Гортанный журавлиный клич раздался со стороны расплавленного июльским зноем увала, за который только что село уставшее солнце и частичка вечера опустилась на половину Гришиного покоса. Старый покос тянулся по лугу вдоль Гремяша - ледяной горной речки, в это время года уже не столь гремливой как по весне, после бурного талого паводка - и был готов покорно сложить своё роскошное разнотравье в ровные валки под звенящими косами деревенских мужиков.
Крик повторился и две серых грации, заложив крутой вираж, опустились где-то там, на краю опушки и речных ивовых зарослей, и тут же растворились в хрустальных прибрежных сумерках.
Любопытство взяло верх над усталостью, я свернул с еле видимой колеи и поплыл по некошенной целине вниз, к тихо ворчащему Гремяшу, упругими саженками меряя плотную золотисто-зелёную травяную излучину.
Стараясь не сильно шуметь и не делать особо резких взмахов, осторожно приближался в месту, где исчезли изящные птицы. Не впервой было видеть танцующих журавлей, но всякий раз - снова и снова - тянуло хоть краешком глаза увидеть это чудо.
Но в этот раз чудо не спешило. Не было птиц. Я крался как лиса в сумраке леса и уже готов был смириться с упущенным в этот раз шансом, как вдруг...
На берегу, свесив ноги с крутяжка в холодный поток, сидели спинами ко мне два силуэта: серые, едва различимые в быстро обволакивавшем всё тайной вечере.
Они не обращали ровно никакого внимания на происходящее вокруг; им не было дела ни до удивлённого взгляда, обалдело уткнувшегося им в белёсые спины, ни до замершей истуканом тени, тихо вынырнувшей прямо из благоухающей горячей травой и золотеющей на закате бухты, ни до харьюзков, радугой вьющихся возле их ног, зацелованных притихшим Гремяшом - они держали друг друга за руки и нежно молчали:
- Душа как в росе искупалась ...
память детства - самая сильная ...
- А ещё - ладошками по колоскам... Через поле по тропинке, руки - крыльями в стороны...
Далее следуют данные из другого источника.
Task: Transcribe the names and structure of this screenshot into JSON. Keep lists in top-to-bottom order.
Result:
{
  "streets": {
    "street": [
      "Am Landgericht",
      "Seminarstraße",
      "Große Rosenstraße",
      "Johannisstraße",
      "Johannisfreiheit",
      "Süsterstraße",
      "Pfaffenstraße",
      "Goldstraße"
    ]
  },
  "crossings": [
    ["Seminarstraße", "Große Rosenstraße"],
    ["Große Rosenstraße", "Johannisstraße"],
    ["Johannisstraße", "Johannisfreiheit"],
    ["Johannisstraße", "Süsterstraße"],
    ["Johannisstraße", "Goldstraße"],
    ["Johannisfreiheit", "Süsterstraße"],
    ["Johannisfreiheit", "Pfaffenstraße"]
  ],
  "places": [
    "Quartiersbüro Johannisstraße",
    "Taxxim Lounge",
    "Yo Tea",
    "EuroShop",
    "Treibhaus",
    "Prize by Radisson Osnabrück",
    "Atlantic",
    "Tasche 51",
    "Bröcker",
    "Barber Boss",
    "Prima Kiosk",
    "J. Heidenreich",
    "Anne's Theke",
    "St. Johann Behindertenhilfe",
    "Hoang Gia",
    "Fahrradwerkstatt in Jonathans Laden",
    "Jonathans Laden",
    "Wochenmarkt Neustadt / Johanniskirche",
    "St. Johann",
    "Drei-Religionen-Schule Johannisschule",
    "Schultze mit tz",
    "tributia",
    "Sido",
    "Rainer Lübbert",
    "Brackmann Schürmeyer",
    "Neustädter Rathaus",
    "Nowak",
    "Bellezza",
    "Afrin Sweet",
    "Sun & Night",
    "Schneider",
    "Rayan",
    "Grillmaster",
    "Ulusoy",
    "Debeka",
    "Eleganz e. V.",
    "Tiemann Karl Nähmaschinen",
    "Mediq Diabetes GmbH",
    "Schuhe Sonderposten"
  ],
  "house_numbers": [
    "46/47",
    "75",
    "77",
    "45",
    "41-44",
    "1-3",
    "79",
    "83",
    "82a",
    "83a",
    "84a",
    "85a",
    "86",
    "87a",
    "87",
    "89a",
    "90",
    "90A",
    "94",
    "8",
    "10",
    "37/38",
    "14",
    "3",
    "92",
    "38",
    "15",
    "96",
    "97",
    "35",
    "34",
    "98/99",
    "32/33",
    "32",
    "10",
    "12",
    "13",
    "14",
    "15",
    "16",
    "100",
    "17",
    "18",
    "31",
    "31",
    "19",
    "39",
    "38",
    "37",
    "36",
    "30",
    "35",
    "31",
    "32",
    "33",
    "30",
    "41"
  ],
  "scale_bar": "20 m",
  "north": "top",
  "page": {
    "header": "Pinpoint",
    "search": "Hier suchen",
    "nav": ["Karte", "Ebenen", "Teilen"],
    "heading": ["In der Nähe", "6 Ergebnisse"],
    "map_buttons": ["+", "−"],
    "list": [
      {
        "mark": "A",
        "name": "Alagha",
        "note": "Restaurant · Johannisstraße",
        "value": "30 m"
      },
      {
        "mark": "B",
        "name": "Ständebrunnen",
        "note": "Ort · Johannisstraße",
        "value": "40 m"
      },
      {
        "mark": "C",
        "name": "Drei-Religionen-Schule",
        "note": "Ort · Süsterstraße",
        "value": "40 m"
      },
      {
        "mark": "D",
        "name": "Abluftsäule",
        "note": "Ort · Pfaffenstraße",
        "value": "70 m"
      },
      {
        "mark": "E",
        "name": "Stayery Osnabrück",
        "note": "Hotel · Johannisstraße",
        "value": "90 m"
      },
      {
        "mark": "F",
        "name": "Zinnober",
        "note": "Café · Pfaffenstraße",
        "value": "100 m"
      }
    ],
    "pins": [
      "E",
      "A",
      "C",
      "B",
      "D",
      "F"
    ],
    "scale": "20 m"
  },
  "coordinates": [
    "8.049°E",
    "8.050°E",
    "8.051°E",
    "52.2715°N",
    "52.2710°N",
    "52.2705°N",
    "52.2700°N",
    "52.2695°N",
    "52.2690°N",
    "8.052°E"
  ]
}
- И ощущение полёта ... всё детство было ... а потом как-то бац ... и земля .....................
***
...Чуда тогда так и не явилось. Я, бесконечно уставший и счастливый, почему-то снова шёл по знакомой до последнего бугорочка колее, как и не сворачивал никуда, а в ушах звенела подслушанная тишина. Душа моя как замерла там, на берегу, так и не смела больше пошелохнуться - мысли мои молчали. Вековые сосны размеренно шагали навстречу мне по обочинам дороги и были тоже понимающе безмолвны. На чистом небе подмигивали первые звёзды, в траве изредка вспыхивали фонарики светлячков и вон там, за ручьём, на пригорке, тоже замерцали огоньки - показалась моя деревня. Родные крыши приветствовали блудного сына, а вот и та, вторая с краю - радушно покачивала вкусным дымком из печной трубы и ласково ждал жёлтый свет в родном оконце.
Я - дома.
***
... со стороны увала снова донеслось эхо журавлиной песни...
По распадку шла летняя ночь.
Мир погружался в волшебство.
***
Через поле, по тропинке,
Сквозь июльский ветерок
Я лечу, расправив крылья.
Лёгок! Счастлив! Невесом!
И по колоскам ладони
С тихим хохотом скользят -
Это ангелы с мною
В салки поиграть хотят.
Если б был чуть повзрослее,
То сказал бы я себе,
Что душою искупался
В солнце, в высохшей росе.
Но я не думаю об этом,
И мальчишкой мчу вперёд -
Впереди ещё пол-лета
И вся жизнь за полем ждёт...
Память детства. Нет сильнее
В этом мире ничего...
Тот горячий луг и сердце
Бьются счастьем в унисон.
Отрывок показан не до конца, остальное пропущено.